— What needs to be done —
Make a verbatim copy of all the records. Skip every image.

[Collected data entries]
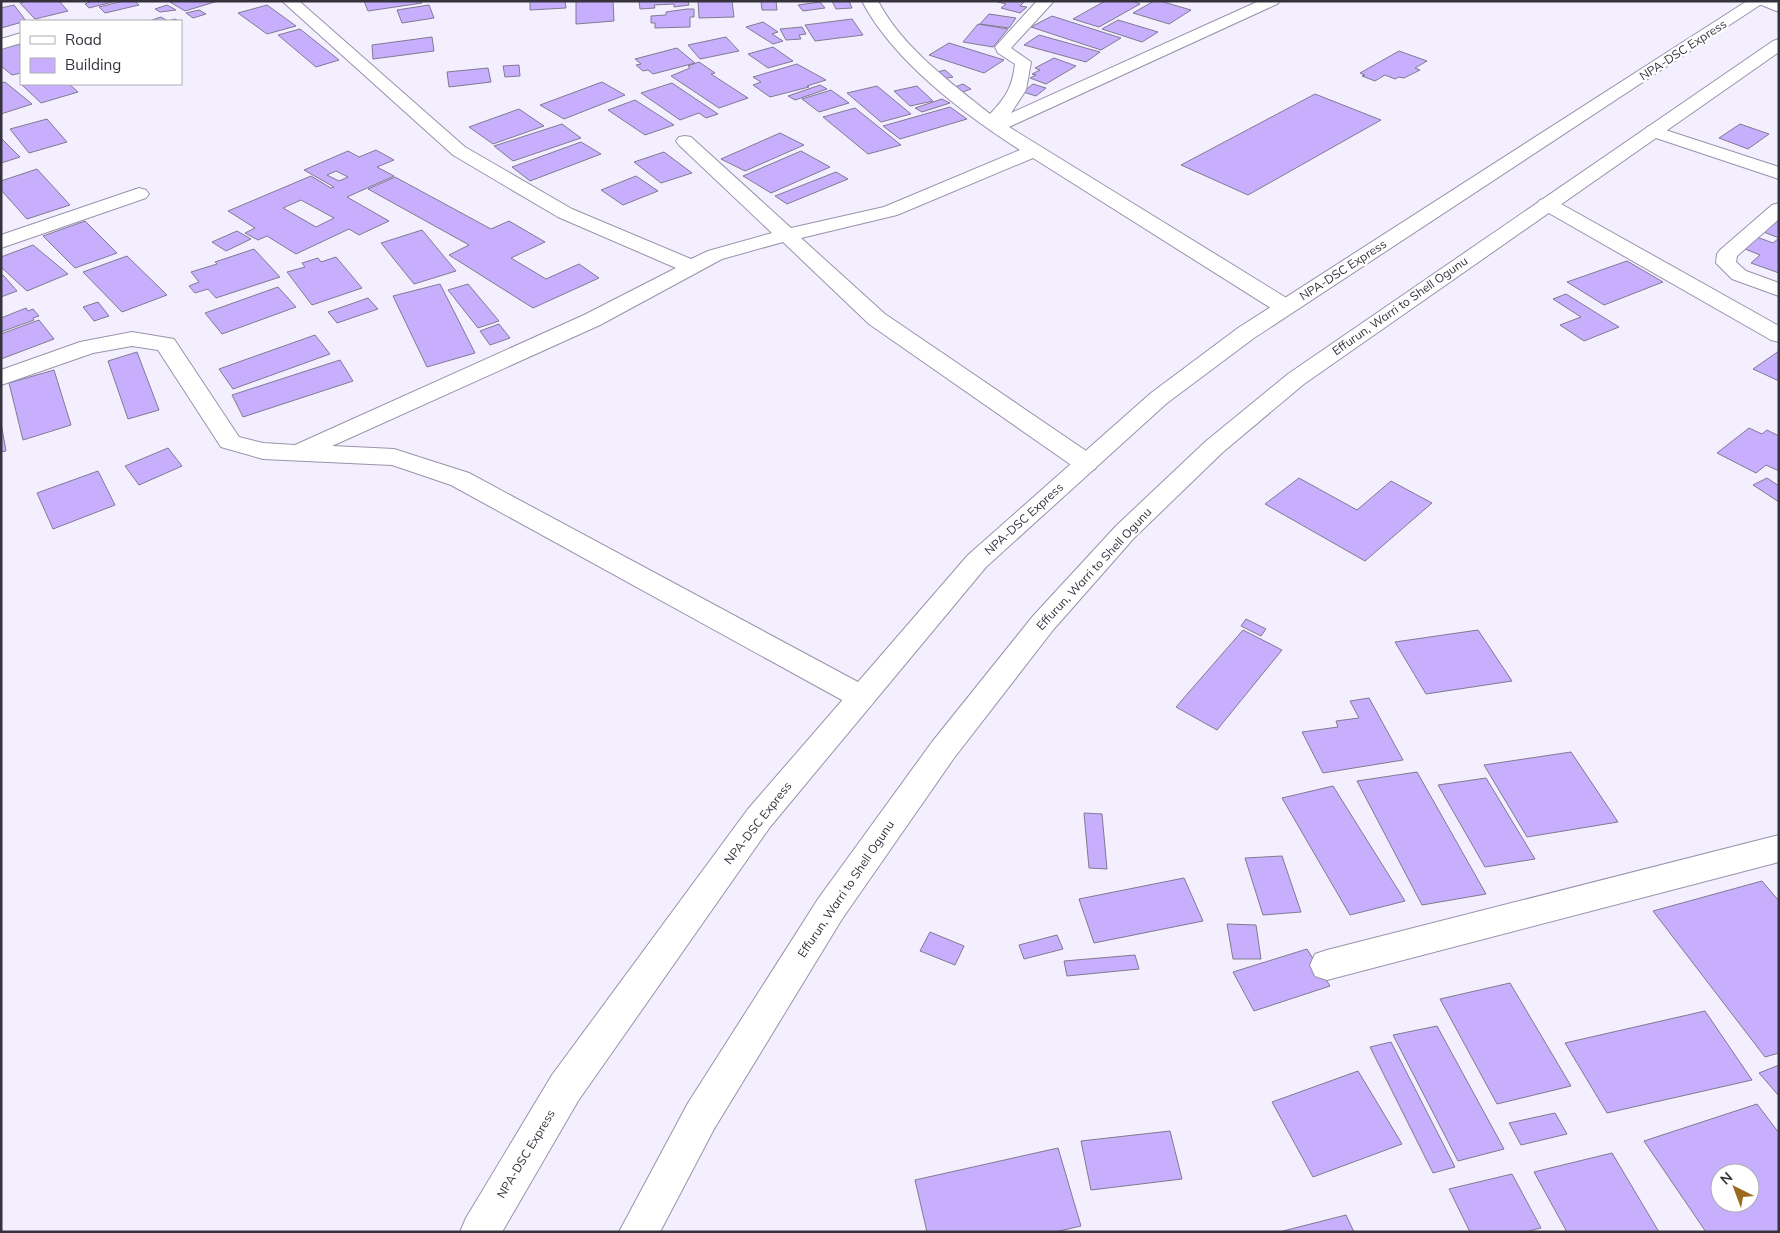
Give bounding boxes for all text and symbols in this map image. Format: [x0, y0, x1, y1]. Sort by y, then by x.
street label: NPA-DSC Express [1636, 16, 1729, 83]
legend [20, 20, 182, 85]
text: Road [65, 30, 102, 49]
text: Building [65, 55, 121, 74]
street label: NPA-DSC Express [1296, 236, 1389, 303]
street label: Effurun, Warri to Shell Ogunu [1329, 253, 1470, 358]
street label: NPA-DSC Express [981, 479, 1066, 558]
street label: Effurun, Warri to Shell Ogunu [1033, 504, 1154, 633]
street label: NPA-DSC Express [721, 778, 795, 867]
street label: Effurun, Warri to Shell Ogunu [794, 817, 897, 960]
street label: NPA-DSC Express [493, 1107, 558, 1201]
north arrow [1710, 1163, 1760, 1213]
text: N [1716, 1168, 1736, 1189]

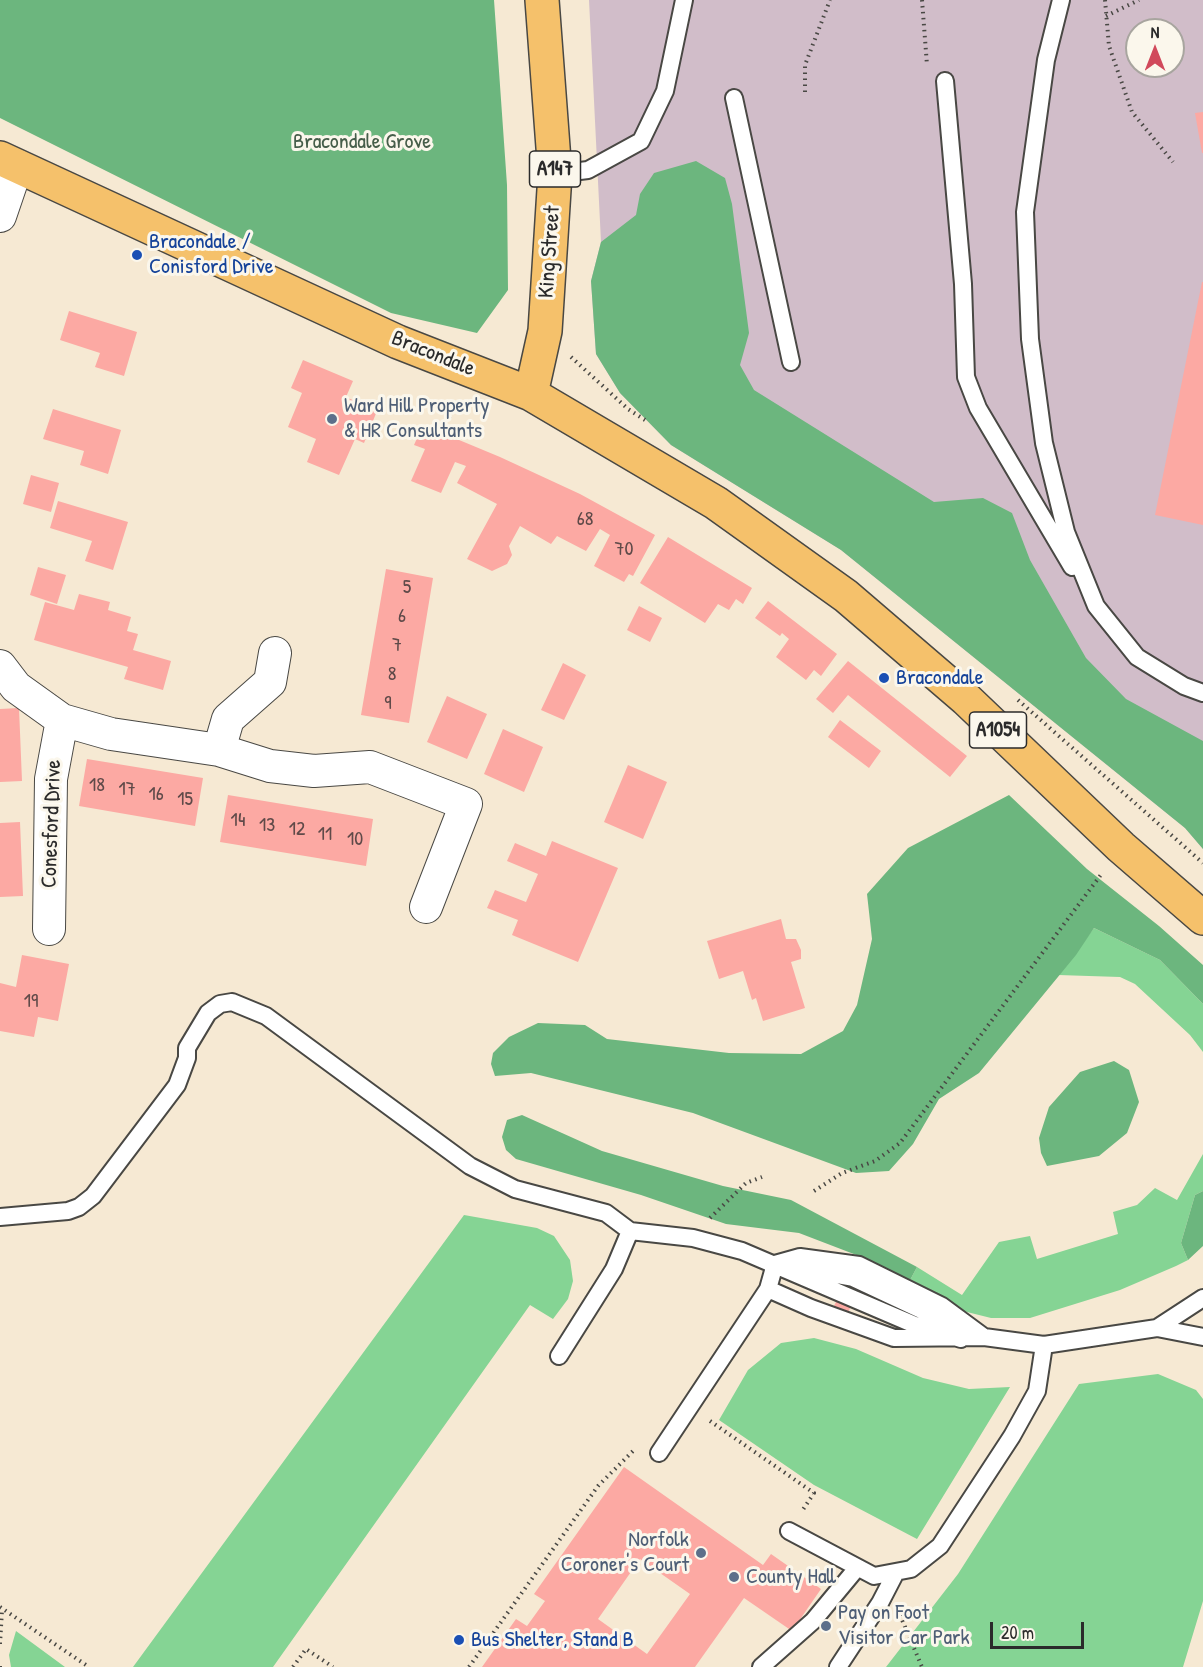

— Response to this task —
Give bounding boxes for all text and symbols in this map image. Format: [x0, y0, x1, y1]. Sort by y, then by x.
street label: NPA-DSC Express [1636, 16, 1729, 83]
legend [20, 20, 182, 85]
text: Road [65, 30, 102, 49]
text: Building [65, 55, 121, 74]
street label: NPA-DSC Express [1296, 236, 1389, 303]
street label: Effurun, Warri to Shell Ogunu [1329, 253, 1470, 358]
street label: NPA-DSC Express [981, 479, 1066, 558]
street label: Effurun, Warri to Shell Ogunu [1033, 504, 1154, 633]
street label: NPA-DSC Express [721, 778, 795, 867]
street label: Effurun, Warri to Shell Ogunu [794, 817, 897, 960]
street label: NPA-DSC Express [493, 1107, 558, 1201]
north arrow [1710, 1163, 1760, 1213]
text: N [1716, 1168, 1736, 1189]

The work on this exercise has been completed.